Strava
Privacy Education
Role: Product Designer | Team: Growth Activation | Duration: June - July 2023 | Tools: Figma, FigJam
Background
Strava is a web and mobile service for tracking physical activity. During my summer Product Design internship, I had the opportunity to work with the Growth Activation team on a new privacy education project. Building on insights from a previous marketing campaign, we found that early activity recording decreased significantly among women and users who had not engaged with Strava’s privacy and safety settings. In response, I focused on designing opportunities that enhance users' peace of mind during their initial experiences on the app.
Outdoor Safety
Users highlighted concerns about who sees their activities
90 days
Women were the largest user group among those churning out within three months
Goal
The overarching goal of this project was to educate users of their control over privacy and safety settings in order to help them feel more secure in recording activities.

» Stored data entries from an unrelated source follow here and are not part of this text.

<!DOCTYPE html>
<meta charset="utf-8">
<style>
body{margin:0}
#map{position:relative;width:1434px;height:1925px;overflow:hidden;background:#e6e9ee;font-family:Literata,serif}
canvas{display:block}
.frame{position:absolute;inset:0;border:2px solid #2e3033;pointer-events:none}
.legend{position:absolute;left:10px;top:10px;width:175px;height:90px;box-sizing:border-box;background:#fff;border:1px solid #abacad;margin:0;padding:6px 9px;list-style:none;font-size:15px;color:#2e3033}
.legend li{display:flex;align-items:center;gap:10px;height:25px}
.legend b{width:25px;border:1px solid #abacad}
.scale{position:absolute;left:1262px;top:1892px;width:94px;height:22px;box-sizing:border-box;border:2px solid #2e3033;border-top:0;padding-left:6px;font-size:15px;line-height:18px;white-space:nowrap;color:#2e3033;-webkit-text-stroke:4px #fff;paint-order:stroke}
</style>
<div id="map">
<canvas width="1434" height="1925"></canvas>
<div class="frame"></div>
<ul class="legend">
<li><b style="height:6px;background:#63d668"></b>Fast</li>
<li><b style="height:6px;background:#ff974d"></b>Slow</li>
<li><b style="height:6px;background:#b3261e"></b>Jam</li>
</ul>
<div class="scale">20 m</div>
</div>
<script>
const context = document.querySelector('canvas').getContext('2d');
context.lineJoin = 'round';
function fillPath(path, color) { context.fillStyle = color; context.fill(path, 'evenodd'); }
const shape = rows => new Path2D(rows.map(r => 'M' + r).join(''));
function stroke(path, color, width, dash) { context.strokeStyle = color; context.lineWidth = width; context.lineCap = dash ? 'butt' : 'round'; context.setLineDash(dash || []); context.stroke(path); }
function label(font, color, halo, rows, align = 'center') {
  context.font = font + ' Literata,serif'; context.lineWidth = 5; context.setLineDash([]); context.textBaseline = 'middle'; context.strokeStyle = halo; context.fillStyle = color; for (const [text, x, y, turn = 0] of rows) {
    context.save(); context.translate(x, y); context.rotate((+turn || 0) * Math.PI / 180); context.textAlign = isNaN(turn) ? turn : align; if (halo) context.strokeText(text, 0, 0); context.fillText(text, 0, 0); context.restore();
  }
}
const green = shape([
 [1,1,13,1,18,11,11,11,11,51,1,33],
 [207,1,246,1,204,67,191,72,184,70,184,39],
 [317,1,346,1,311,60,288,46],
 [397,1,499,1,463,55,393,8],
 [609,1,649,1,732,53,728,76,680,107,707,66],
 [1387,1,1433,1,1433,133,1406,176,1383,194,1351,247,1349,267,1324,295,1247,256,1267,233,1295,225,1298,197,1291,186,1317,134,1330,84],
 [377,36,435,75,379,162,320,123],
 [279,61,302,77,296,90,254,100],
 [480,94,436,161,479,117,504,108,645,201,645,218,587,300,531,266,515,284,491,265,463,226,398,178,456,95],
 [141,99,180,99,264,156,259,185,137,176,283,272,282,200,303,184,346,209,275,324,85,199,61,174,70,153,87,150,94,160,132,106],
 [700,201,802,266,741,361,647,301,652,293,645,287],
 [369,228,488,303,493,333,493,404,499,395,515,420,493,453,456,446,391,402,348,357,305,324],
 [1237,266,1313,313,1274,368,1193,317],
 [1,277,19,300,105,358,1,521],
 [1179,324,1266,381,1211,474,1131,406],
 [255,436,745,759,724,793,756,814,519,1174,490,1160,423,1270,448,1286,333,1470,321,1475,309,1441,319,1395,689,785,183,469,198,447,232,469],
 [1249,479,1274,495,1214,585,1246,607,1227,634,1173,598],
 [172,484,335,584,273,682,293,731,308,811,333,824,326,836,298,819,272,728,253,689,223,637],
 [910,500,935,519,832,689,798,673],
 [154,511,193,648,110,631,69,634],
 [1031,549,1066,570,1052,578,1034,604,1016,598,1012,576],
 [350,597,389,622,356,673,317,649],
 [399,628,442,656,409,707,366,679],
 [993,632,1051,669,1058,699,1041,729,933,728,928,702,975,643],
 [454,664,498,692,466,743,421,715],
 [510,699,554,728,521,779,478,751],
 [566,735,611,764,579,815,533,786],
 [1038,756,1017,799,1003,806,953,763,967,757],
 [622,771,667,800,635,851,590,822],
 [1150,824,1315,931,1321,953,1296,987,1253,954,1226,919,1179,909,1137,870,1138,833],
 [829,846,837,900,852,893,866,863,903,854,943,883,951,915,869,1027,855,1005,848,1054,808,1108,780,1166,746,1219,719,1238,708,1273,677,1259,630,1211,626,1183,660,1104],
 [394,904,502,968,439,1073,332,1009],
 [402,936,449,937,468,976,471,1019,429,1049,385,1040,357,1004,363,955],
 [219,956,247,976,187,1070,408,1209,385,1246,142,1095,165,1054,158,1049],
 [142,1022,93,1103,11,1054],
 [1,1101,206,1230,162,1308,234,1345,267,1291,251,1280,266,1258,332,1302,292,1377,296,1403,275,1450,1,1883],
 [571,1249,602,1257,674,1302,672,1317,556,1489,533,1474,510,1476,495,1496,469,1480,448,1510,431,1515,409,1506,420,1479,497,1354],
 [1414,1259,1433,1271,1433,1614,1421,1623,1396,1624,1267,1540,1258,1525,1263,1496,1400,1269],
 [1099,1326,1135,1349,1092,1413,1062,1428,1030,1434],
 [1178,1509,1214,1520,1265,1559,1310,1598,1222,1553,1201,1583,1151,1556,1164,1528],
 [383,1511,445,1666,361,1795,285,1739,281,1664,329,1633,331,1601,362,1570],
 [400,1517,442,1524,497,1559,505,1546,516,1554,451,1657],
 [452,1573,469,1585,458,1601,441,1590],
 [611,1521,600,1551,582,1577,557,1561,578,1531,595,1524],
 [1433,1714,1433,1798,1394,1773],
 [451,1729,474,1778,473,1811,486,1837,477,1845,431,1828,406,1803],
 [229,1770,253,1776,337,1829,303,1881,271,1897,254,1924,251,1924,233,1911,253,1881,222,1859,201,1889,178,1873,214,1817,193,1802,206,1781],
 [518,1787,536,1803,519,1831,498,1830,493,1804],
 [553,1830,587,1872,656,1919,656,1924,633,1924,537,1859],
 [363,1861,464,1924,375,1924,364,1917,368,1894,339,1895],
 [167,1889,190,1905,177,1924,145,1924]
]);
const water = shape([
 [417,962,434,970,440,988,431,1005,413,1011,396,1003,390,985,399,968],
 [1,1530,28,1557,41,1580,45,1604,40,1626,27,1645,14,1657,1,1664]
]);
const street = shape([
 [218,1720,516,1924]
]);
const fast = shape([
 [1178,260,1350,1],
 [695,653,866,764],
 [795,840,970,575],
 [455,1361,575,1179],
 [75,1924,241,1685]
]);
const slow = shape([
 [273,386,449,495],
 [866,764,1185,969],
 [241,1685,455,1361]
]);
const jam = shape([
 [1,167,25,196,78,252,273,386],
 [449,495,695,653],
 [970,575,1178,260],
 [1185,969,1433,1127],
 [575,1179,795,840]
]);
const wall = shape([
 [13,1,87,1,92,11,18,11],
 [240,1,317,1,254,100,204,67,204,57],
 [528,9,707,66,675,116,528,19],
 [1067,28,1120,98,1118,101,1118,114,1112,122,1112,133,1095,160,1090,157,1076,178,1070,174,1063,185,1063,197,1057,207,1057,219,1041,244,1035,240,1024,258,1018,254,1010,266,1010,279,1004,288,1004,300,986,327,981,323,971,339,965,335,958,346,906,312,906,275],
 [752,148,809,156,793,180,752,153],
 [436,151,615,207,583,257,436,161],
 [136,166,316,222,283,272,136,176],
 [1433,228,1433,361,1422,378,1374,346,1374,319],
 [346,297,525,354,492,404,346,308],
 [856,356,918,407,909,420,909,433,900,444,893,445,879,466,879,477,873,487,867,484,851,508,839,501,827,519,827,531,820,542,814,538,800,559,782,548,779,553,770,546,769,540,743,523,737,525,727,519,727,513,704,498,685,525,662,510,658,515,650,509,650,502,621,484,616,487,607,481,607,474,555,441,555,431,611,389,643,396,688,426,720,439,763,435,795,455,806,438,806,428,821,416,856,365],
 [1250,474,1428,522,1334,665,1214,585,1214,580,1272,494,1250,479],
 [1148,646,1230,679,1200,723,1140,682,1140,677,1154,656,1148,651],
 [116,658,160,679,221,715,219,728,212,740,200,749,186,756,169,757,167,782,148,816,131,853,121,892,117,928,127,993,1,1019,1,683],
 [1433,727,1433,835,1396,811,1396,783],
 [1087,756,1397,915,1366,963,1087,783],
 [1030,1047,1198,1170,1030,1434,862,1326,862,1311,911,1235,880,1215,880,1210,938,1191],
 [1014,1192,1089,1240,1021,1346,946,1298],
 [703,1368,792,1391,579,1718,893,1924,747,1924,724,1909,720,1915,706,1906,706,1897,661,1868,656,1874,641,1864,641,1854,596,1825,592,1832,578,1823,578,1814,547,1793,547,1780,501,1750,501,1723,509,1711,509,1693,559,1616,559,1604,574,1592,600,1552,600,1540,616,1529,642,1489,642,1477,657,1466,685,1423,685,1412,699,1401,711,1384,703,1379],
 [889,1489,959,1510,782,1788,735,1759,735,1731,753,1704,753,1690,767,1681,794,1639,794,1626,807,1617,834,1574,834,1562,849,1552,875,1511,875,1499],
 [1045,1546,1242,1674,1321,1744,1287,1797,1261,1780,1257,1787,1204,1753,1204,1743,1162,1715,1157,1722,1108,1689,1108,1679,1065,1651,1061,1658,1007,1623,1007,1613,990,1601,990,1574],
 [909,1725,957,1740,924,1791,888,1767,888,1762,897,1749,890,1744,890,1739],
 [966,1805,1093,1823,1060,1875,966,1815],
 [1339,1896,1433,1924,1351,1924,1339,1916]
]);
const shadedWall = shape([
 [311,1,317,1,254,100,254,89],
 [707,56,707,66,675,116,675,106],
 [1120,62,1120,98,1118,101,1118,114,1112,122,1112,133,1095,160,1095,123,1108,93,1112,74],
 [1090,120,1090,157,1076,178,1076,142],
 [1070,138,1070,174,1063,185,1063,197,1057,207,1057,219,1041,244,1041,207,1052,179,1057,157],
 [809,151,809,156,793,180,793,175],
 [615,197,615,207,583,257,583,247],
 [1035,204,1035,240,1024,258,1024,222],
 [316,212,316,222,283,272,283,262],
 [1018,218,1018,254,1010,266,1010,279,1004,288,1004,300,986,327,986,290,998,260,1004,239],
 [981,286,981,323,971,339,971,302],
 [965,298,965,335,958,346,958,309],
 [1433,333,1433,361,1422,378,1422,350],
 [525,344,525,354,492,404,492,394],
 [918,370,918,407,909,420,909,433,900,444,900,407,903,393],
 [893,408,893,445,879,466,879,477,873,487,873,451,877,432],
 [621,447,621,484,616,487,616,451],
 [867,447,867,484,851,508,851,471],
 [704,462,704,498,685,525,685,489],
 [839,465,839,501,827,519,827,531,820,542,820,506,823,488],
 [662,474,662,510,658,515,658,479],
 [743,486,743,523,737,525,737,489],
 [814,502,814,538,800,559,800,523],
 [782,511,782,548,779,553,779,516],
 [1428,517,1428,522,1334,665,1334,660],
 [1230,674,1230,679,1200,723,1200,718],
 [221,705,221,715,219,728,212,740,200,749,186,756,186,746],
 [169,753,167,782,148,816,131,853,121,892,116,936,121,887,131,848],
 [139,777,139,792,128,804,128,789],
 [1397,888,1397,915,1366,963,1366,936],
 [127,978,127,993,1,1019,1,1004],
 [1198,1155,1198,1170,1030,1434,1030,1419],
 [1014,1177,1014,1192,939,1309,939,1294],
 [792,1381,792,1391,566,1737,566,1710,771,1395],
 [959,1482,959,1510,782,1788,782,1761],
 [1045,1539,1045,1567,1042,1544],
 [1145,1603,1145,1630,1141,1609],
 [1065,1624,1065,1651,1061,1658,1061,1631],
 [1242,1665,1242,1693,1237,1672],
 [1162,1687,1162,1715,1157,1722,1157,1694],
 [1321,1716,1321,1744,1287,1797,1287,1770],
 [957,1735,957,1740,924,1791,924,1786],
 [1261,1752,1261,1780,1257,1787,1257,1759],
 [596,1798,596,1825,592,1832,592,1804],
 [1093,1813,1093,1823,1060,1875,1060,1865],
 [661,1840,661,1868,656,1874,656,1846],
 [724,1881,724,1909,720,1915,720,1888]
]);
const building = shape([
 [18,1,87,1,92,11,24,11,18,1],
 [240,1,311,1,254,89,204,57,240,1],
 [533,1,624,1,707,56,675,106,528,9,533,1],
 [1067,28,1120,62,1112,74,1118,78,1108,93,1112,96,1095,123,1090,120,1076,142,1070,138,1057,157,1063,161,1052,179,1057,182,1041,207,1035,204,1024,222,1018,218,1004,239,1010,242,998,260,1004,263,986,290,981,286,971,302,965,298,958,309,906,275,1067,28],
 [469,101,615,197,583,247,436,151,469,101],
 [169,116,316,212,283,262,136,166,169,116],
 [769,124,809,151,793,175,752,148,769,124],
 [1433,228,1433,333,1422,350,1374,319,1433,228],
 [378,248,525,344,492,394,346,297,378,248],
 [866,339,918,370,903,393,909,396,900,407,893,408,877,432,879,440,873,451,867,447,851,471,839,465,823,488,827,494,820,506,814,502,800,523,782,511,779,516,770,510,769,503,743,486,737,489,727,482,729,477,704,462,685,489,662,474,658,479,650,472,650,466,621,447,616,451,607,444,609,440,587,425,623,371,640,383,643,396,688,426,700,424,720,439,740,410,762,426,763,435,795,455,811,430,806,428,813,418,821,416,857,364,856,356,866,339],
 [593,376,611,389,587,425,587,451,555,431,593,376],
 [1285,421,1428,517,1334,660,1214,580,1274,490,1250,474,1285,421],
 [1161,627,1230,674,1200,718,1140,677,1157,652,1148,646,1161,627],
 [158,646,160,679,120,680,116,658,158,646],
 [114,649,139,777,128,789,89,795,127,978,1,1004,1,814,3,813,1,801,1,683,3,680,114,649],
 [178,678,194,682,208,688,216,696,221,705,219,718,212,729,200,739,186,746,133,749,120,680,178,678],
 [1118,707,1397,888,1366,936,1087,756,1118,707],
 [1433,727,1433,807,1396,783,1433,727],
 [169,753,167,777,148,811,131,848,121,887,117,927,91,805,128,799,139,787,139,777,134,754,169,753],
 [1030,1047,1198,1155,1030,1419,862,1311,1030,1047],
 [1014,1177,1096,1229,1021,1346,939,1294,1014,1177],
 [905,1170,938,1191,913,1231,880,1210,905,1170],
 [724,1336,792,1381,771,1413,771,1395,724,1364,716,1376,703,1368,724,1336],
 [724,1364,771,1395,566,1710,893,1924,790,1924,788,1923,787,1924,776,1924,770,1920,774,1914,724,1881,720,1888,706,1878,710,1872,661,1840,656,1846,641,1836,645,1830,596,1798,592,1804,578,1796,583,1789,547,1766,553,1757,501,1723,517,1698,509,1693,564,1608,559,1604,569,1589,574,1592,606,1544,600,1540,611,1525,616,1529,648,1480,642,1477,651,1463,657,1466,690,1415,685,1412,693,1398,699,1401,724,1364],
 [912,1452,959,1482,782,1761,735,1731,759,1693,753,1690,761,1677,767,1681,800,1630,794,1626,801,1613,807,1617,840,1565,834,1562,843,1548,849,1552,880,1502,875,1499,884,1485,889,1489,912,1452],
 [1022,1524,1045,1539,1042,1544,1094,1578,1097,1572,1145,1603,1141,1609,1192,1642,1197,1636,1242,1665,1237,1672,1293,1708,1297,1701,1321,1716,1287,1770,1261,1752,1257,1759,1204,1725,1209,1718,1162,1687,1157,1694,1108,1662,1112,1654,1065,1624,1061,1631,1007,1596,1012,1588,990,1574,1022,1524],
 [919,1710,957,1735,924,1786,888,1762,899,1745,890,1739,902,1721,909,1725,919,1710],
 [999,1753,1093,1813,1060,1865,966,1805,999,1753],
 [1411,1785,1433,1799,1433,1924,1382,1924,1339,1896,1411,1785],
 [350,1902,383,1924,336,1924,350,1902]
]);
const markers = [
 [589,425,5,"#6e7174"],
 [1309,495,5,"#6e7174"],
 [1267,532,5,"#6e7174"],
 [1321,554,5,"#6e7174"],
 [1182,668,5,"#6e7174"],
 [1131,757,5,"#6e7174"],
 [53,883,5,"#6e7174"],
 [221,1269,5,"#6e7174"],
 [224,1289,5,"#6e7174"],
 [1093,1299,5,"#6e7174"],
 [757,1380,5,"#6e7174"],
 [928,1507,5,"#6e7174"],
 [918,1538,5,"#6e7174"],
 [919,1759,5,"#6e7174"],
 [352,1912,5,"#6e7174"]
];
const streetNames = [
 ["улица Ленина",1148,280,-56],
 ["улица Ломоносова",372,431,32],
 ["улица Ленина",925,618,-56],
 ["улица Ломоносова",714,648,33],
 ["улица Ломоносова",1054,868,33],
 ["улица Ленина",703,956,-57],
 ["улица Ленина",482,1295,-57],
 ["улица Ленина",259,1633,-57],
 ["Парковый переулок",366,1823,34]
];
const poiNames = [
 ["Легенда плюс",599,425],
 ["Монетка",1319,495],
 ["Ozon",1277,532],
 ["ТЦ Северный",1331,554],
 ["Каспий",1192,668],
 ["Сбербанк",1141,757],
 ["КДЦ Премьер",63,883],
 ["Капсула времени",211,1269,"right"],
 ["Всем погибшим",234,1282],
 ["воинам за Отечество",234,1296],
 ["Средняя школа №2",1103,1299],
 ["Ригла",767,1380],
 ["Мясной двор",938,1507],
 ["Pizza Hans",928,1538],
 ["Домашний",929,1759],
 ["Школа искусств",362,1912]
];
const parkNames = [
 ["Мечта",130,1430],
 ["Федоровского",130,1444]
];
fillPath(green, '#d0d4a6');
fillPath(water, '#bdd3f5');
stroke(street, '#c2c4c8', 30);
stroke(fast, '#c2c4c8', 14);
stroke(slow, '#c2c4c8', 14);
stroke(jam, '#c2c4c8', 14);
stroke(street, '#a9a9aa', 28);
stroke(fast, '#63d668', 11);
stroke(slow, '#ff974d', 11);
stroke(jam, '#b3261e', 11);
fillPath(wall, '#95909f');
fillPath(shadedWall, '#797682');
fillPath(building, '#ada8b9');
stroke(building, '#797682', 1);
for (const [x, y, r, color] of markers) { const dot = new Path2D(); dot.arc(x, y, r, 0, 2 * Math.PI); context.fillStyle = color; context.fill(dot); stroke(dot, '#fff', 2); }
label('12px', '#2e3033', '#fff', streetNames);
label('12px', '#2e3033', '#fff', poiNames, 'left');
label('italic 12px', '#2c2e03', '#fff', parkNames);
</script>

We hypothesized that increasing users’ awareness of privacy and location features such as Beacon and Map Visibility Controls, users will be more likely to interact with privacy settings and ultimately feel more secure in uploading activity within their first week.
Insights
Users have a hard time finding privacy controls
Users feel Beacon feature is important and have noted that they would like to see it highlighted
In both male and female user groups, over 65% of users have map visibility on default setting
Opportunities
Opportunity 1: High-level Logged out Experience
Highlight Privacy Controls and Map Visibility at the beginning of the user flow
Opportunity 2: Home Experience
Offer users a chance to engage with and learn more about the features available to them
In-feed Carousel
Modal Carousel
Opportunity 3: Coach Mark in Record Screen
Provide in-the-moment education about Beacon feature specifically
Iterations
Clips from my Figma playground
Takeaways
I had such a great time working on this project, with the guidance of my Strava mentor, Gabi! I was able to lead multiple design reviews and tapped into my confidence as a designer!
A few things I took away from my internship:
Sometimes, your first designs suck. And this is okay! Iterating is part of the process and occasionally, time away from a design can serve you well.
Quality feedback and critique is invaluable. I typically walked away from a design critique with more exciting ideas than I started with! Gathering fresh perspectives aids new idea generation.